Michael Hale Ligh, Andrew Case, Jamie Levy, AAron Walters, «The Art of Memory Forensics: Detecting Malware and Threats in Windows, Linux, and Mac Memory 1st Edition», Wiley, 2014
Introduction
In this blog post, I will be reviewing the comprehensive guide to memory forensics across multiple operating systems, «The Art of Memory Forensics: Detecting Malware and Threats in Windows, Linux, and Mac Memory» by Michael Hale Ligh, Andrew Case, Jamie Levy, and AAron Walters. The book offers an in-depth exploration of memory forensics, covering a wide range of topics from the fundamentals of memory acquisition to advanced techniques for identifying and analyzing malware and other threats in memory. The book is structured into four main parts, focusing on the foundations of memory forensics, Windows memory forensics, Linux memory forensics, and Mac memory forensics. Throughout this review, I will provide an overview of the book’s content and structure, as well as share my thoughts on its strengths, weaknesses, and overall value for those interested in the field of memory forensics.
Summary of the Book
«The Art of Memory Forensics» is a comprehensive guide that provides a deep understanding of memory forensics across three major operating systems: Windows, Linux, and Mac. The book is organized into four main parts, each focusing on a different aspect of memory forensics. Here is a summary of the book’s content, grouped into seven main categories:
-
Foundations of Memory Forensics: This section covers the basics of memory forensics, including systems overview, data structures, the Volatility Framework, and memory acquisition techniques.
-
In-Depth Windows Memory Forensics: This part delves into the intricacies of Windows memory forensics, covering essential concepts and techniques from Chapters 5 to 18, such as objects, processes, registry analysis, networking artifacts, kernel forensics, and rootkits.
-
Comprehensive Linux Memory Forensics: This section explores Linux memory forensics, focusing on key topics and methodologies from Chapters 19 to 27, including Linux memory acquisition, processes, networking artifacts, kernel memory artifacts, file systems in memory, and userland and kernel mode rootkits.
-
Exploring Mac Memory Forensics: This part examines Mac memory forensics, covering the core concepts from Chapters 28 to 31, such as Mac acquisition, internals, memory overview, malicious code and rootkits, and tracking user activity.

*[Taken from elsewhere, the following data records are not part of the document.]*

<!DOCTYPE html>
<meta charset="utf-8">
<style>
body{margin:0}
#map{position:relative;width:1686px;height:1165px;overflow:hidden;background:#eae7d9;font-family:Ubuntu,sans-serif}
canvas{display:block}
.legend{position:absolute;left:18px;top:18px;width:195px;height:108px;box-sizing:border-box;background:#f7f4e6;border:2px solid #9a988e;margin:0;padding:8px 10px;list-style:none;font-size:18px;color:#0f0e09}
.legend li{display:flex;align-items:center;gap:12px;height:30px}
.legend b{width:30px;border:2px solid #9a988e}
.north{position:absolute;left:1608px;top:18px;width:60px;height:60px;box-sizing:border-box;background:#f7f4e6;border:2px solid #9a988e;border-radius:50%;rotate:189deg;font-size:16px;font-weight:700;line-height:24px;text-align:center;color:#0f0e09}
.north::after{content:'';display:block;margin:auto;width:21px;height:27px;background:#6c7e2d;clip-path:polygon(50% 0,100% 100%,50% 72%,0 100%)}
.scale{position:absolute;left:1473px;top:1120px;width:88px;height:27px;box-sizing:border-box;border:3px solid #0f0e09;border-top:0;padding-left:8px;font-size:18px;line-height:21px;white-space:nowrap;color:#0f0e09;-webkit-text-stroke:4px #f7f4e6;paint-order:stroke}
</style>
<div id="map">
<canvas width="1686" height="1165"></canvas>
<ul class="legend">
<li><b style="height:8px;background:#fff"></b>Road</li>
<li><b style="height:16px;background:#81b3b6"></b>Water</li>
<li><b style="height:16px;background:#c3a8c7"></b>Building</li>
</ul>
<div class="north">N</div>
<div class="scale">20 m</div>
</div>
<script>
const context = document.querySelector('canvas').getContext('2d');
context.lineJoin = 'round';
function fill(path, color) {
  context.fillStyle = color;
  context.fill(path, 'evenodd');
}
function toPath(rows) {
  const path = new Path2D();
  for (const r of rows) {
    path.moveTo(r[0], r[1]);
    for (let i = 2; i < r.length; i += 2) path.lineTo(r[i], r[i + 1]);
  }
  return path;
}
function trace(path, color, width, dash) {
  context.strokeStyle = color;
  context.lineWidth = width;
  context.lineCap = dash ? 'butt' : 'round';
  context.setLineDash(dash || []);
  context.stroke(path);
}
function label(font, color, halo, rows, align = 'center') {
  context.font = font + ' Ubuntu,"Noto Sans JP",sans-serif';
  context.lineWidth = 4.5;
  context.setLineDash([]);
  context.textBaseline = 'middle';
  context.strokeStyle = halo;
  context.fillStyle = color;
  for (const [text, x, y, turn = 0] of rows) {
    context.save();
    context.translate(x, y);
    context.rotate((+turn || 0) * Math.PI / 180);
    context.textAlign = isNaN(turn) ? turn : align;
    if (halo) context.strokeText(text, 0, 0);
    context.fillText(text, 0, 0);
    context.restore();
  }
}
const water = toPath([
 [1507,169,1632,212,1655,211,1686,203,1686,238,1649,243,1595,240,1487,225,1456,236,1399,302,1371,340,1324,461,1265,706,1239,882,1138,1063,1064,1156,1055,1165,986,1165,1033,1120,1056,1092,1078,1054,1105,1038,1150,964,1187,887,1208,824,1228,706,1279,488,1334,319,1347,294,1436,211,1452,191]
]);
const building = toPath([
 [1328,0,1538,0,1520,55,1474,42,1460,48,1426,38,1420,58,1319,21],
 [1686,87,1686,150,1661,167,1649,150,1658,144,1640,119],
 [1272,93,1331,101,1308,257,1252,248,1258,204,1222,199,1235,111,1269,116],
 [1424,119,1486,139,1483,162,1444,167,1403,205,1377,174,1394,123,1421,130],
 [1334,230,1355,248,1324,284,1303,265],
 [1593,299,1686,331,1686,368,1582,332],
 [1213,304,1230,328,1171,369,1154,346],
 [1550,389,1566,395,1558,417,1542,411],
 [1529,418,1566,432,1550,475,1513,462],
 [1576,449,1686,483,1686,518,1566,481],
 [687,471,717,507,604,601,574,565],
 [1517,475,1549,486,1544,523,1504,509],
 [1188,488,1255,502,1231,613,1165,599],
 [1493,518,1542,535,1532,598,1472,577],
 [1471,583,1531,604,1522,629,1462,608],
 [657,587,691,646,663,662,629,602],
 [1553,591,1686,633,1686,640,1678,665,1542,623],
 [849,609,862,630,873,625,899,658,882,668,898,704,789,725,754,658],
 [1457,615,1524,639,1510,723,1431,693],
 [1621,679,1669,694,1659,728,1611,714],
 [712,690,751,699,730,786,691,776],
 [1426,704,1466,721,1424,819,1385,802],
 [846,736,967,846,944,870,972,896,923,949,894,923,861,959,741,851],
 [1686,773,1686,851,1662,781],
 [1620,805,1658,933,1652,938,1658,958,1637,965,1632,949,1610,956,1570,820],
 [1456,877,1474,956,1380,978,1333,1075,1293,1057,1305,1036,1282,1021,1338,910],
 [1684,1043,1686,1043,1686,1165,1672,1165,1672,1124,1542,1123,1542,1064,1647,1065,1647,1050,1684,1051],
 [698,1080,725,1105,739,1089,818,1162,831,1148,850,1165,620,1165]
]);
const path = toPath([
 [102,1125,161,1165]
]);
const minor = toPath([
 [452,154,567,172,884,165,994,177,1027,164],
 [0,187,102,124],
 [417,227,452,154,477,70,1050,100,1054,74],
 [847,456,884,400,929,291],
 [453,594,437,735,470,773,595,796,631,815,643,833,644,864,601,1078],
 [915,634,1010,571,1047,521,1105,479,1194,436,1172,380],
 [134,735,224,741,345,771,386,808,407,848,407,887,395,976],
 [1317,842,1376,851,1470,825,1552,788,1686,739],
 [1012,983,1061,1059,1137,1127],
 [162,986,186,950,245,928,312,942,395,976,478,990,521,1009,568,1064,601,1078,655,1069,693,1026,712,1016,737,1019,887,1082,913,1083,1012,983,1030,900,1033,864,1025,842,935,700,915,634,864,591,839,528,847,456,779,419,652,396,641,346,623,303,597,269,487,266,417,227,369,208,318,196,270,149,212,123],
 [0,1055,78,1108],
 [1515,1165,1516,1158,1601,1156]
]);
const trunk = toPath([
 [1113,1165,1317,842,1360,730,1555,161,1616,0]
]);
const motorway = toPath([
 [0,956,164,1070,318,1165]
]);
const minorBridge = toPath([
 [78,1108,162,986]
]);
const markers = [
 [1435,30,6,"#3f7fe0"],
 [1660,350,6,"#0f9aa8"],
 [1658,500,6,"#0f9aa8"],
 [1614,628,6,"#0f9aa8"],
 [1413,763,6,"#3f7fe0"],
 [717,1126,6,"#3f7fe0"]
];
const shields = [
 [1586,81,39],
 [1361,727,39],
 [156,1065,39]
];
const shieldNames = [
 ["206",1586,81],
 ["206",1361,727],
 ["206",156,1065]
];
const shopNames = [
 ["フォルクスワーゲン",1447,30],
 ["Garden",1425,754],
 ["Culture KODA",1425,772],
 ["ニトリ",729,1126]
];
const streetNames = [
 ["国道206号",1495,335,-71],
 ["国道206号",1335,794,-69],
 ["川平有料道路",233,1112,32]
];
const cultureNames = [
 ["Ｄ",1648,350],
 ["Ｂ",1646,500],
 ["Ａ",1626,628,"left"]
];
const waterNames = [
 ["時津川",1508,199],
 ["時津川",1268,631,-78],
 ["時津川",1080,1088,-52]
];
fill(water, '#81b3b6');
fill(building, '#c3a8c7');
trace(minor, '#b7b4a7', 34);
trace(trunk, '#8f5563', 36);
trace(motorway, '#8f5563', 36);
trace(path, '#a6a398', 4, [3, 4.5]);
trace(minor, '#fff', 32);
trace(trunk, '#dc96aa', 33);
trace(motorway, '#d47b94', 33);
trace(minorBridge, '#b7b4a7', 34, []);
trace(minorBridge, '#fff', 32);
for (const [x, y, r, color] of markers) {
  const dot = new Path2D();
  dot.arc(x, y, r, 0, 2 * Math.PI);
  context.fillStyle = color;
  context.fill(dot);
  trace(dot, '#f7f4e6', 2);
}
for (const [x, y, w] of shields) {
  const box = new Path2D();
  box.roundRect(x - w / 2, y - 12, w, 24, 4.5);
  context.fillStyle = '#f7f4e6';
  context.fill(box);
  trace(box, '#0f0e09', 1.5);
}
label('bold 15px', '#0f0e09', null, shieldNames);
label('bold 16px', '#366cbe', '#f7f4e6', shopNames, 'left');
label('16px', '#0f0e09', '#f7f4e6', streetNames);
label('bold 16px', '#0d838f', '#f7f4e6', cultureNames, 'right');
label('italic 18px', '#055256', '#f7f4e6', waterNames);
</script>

The book concludes with a comprehensive summary, highlighting the importance of memory forensics in the ever-evolving digital landscape and emphasizing the need for professionals to continually update their skills and knowledge in this critical field.
«The Art of Memory Forensics» is a valuable resource for professionals and enthusiasts alike, offering a systematic exploration of memory forensics across multiple platforms and providing practical guidance and insights to help readers excel in this domain.
«The Art of Memory Forensics» is an exceptional resource that consolidates the collective knowledge of the developers behind the Volatility framework. This book is highly recommended for those embarking on their memory forensics journey. However, it is crucial to acknowledge that nearly a decade has elapsed since the book’s publication. In particular, the Volatility tools discussed in the book were developed using Python 2. As of 2023, there have been notable advancements in the tools available for memory forensics. In a forthcoming post in this series, I will introduce the Volatility 3 framework, which delivers improved and expanded functionalities for conducting memory forensics.